### Data to use

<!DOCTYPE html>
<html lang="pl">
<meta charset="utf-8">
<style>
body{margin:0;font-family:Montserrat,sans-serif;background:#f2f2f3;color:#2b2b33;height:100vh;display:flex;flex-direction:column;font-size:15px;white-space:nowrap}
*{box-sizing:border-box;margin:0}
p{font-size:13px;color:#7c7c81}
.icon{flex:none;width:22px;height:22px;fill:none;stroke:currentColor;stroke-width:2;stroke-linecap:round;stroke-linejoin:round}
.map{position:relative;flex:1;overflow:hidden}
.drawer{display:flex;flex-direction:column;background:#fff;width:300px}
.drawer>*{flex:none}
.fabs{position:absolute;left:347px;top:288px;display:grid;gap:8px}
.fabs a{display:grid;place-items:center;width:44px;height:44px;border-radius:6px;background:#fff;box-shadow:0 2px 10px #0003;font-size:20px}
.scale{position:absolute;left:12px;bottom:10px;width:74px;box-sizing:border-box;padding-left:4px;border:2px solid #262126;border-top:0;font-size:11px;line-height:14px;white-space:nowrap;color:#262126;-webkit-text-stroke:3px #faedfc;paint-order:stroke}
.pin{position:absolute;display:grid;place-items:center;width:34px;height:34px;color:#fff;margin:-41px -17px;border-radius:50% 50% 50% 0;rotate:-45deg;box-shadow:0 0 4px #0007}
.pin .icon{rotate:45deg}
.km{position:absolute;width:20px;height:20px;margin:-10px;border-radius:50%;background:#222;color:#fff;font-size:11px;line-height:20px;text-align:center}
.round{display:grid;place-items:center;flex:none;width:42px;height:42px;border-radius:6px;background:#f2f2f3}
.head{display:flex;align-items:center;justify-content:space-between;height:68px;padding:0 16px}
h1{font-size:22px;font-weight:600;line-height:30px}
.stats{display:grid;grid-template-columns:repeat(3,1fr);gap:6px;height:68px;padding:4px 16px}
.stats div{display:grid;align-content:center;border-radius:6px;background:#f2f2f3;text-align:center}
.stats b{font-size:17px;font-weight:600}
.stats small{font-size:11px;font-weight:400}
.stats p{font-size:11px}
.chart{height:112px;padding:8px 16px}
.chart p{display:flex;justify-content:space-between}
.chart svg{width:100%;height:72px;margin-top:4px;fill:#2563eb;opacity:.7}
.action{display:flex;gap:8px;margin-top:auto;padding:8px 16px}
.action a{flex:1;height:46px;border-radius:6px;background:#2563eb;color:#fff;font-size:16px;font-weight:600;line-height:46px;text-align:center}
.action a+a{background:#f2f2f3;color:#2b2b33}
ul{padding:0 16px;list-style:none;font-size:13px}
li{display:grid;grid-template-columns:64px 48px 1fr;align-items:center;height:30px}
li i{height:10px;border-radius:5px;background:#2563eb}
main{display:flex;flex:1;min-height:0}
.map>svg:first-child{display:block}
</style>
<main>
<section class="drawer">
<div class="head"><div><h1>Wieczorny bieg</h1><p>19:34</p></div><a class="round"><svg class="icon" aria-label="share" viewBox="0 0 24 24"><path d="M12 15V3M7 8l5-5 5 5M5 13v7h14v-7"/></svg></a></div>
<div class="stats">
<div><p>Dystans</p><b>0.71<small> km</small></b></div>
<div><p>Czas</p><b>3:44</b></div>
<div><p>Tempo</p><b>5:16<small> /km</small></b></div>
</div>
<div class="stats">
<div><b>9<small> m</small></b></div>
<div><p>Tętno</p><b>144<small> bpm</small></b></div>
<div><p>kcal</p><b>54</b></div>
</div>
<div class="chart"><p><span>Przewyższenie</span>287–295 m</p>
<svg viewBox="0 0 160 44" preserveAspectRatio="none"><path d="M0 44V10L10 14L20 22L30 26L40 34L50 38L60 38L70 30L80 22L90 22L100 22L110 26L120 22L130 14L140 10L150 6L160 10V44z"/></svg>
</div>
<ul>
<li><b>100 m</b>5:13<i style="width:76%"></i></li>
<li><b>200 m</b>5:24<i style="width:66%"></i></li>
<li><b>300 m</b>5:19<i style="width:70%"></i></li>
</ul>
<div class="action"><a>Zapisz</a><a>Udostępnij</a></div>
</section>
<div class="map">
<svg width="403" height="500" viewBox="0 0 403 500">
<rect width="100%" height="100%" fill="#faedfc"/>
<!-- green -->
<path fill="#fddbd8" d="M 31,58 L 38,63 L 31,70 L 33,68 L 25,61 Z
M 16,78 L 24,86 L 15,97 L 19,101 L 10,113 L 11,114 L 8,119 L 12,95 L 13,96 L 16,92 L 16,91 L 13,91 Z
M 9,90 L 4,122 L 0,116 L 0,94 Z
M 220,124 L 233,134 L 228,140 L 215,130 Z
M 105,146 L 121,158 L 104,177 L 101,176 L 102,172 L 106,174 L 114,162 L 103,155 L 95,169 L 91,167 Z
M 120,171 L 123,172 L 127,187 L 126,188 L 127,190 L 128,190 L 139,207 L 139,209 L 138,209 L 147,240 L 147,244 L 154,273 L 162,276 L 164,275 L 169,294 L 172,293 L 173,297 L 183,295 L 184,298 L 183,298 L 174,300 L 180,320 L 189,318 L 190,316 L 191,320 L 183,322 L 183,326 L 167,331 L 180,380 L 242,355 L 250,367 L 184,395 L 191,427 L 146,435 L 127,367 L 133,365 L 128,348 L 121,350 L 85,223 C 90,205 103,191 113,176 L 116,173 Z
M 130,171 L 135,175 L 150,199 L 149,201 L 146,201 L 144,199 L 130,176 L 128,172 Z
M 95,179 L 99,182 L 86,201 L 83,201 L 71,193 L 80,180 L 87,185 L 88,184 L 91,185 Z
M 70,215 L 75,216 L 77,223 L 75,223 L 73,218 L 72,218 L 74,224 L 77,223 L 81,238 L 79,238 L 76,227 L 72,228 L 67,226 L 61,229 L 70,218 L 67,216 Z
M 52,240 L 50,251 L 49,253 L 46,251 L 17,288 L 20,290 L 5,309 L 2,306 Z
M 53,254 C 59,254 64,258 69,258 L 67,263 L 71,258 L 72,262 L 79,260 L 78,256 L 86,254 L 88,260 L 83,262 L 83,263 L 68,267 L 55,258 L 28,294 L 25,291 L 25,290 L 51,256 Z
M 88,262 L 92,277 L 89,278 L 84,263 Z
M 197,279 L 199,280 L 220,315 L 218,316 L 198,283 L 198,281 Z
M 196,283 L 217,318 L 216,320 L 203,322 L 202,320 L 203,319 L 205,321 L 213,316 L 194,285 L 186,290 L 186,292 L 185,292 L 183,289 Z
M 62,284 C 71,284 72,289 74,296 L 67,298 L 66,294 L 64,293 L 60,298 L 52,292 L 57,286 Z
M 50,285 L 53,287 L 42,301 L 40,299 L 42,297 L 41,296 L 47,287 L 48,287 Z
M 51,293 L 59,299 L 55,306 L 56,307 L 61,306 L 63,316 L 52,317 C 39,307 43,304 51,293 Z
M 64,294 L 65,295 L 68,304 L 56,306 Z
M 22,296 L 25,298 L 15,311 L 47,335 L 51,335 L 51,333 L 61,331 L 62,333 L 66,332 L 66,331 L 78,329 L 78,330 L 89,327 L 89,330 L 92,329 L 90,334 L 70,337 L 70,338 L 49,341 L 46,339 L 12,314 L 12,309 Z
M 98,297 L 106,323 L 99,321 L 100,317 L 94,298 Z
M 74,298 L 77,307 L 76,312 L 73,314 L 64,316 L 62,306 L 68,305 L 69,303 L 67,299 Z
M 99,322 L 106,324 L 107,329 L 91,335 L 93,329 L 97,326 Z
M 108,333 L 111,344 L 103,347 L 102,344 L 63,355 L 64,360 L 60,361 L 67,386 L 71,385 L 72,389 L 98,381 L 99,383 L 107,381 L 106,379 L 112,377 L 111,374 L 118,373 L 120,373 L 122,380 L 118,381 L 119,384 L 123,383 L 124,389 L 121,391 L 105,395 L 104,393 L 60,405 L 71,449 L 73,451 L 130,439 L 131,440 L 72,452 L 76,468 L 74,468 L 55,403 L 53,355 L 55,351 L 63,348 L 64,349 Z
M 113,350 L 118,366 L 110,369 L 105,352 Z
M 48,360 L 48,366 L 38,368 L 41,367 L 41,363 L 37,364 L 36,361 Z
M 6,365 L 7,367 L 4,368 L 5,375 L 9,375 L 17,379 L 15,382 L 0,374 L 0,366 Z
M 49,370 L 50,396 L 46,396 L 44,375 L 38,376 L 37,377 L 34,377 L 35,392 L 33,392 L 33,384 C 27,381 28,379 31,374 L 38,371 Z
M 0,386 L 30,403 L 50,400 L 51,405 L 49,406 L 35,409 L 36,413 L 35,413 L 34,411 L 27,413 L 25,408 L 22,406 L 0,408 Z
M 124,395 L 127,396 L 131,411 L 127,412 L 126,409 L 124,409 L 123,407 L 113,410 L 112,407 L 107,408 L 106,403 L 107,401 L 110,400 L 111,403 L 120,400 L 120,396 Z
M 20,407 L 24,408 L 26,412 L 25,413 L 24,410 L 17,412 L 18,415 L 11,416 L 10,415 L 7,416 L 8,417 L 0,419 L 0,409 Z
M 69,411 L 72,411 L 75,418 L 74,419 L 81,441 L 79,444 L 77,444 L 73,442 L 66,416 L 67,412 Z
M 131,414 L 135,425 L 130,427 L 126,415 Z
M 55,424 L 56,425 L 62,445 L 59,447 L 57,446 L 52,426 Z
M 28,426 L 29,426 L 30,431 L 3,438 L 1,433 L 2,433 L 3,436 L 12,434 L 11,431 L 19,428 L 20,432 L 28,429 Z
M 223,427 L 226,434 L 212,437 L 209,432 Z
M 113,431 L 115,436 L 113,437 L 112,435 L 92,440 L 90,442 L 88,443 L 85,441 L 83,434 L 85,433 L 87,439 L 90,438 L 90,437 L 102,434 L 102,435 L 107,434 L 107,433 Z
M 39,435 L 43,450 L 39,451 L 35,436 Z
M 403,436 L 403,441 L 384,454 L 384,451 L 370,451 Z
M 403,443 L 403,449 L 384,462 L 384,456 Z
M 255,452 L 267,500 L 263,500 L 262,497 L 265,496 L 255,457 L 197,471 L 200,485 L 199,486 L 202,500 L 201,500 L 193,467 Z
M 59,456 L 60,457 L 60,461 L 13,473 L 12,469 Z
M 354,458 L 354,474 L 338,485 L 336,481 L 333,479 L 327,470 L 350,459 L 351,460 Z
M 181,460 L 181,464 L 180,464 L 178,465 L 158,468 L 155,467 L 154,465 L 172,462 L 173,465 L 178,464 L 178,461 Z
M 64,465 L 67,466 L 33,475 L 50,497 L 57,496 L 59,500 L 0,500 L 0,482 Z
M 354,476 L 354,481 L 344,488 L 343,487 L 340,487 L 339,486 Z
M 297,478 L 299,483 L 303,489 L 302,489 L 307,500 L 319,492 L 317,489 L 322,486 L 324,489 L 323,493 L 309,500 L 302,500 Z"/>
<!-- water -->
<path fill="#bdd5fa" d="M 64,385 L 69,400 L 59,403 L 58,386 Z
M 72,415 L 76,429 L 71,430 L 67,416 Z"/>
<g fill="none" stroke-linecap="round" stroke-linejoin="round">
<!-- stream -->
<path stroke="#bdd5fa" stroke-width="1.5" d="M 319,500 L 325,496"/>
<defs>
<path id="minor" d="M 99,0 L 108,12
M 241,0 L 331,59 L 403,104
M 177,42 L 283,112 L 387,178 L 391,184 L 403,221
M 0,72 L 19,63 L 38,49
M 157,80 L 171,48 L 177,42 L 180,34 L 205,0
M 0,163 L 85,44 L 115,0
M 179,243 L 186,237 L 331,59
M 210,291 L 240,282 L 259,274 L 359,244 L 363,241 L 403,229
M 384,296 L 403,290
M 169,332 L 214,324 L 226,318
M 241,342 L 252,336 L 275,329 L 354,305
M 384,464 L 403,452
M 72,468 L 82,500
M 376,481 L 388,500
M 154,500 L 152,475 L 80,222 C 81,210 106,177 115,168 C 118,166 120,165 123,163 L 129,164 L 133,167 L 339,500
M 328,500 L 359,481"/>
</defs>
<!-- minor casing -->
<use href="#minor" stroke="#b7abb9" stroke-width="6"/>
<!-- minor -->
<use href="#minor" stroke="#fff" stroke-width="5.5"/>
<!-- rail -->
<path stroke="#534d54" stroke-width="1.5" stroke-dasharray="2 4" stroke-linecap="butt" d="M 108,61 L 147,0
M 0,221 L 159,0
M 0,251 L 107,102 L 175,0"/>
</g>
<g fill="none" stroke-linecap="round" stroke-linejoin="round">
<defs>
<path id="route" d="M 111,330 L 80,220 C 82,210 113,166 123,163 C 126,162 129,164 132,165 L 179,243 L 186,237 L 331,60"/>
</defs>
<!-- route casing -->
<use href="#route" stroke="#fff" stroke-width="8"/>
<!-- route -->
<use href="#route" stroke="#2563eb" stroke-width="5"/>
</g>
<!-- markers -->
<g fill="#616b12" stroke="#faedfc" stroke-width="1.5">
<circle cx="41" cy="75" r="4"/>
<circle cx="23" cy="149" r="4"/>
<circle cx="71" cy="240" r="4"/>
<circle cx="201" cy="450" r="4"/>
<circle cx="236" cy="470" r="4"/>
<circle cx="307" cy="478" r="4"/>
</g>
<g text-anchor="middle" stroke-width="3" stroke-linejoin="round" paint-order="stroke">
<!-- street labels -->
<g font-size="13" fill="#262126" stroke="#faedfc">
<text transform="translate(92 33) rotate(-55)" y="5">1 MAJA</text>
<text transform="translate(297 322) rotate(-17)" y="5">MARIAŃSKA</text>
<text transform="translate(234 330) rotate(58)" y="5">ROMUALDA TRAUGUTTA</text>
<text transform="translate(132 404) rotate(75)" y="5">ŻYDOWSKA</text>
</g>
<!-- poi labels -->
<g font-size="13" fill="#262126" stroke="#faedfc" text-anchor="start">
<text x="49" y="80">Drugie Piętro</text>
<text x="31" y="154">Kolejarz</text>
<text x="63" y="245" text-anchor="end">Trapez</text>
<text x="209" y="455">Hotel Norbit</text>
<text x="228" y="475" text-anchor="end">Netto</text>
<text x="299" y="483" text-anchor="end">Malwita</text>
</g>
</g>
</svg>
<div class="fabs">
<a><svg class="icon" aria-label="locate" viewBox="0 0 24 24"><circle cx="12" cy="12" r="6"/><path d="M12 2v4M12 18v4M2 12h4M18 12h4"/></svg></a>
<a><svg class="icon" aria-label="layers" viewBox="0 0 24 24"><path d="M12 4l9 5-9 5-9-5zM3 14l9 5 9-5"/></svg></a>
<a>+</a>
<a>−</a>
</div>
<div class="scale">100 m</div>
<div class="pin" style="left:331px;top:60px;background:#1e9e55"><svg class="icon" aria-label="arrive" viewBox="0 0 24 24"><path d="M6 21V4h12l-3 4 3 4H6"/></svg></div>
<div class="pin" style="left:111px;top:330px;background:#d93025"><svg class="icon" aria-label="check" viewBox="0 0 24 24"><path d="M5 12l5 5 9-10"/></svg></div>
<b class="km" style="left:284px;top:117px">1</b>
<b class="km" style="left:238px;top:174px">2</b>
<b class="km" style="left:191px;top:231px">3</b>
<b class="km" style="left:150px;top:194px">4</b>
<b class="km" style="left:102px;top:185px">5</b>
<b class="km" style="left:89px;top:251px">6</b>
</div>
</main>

######

> _Exercise details_:
Would you output, from the records above, exactly the run of lines that starts at the line containing "M 64,465 L 67,466" and ends at the line containing "<!-- markers -->", and only that run?

> _Answer section_:
M 64,465 L 67,466 L 33,475 L 50,497 L 57,496 L 59,500 L 0,500 L 0,482 Z
M 354,476 L 354,481 L 344,488 L 343,487 L 340,487 L 339,486 Z
M 297,478 L 299,483 L 303,489 L 302,489 L 307,500 L 319,492 L 317,489 L 322,486 L 324,489 L 323,493 L 309,500 L 302,500 Z"/>
<!-- water -->
<path fill="#bdd5fa" d="M 64,385 L 69,400 L 59,403 L 58,386 Z
M 72,415 L 76,429 L 71,430 L 67,416 Z"/>
<g fill="none" stroke-linecap="round" stroke-linejoin="round">
<!-- stream -->
<path stroke="#bdd5fa" stroke-width="1.5" d="M 319,500 L 325,496"/>
<defs>
<path id="minor" d="M 99,0 L 108,12
M 241,0 L 331,59 L 403,104
M 177,42 L 283,112 L 387,178 L 391,184 L 403,221
M 0,72 L 19,63 L 38,49
M 157,80 L 171,48 L 177,42 L 180,34 L 205,0
M 0,163 L 85,44 L 115,0
M 179,243 L 186,237 L 331,59
M 210,291 L 240,282 L 259,274 L 359,244 L 363,241 L 403,229
M 384,296 L 403,290
M 169,332 L 214,324 L 226,318
M 241,342 L 252,336 L 275,329 L 354,305
M 384,464 L 403,452
M 72,468 L 82,500
M 376,481 L 388,500
M 154,500 L 152,475 L 80,222 C 81,210 106,177 115,168 C 118,166 120,165 123,163 L 129,164 L 133,167 L 339,500
M 328,500 L 359,481"/>
</defs>
<!-- minor casing -->
<use href="#minor" stroke="#b7abb9" stroke-width="6"/>
<!-- minor -->
<use href="#minor" stroke="#fff" stroke-width="5.5"/>
<!-- rail -->
<path stroke="#534d54" stroke-width="1.5" stroke-dasharray="2 4" stroke-linecap="butt" d="M 108,61 L 147,0
M 0,221 L 159,0
M 0,251 L 107,102 L 175,0"/>
</g>
<g fill="none" stroke-linecap="round" stroke-linejoin="round">
<defs>
<path id="route" d="M 111,330 L 80,220 C 82,210 113,166 123,163 C 126,162 129,164 132,165 L 179,243 L 186,237 L 331,60"/>
</defs>
<!-- route casing -->
<use href="#route" stroke="#fff" stroke-width="8"/>
<!-- route -->
<use href="#route" stroke="#2563eb" stroke-width="5"/>
</g>
<!-- markers -->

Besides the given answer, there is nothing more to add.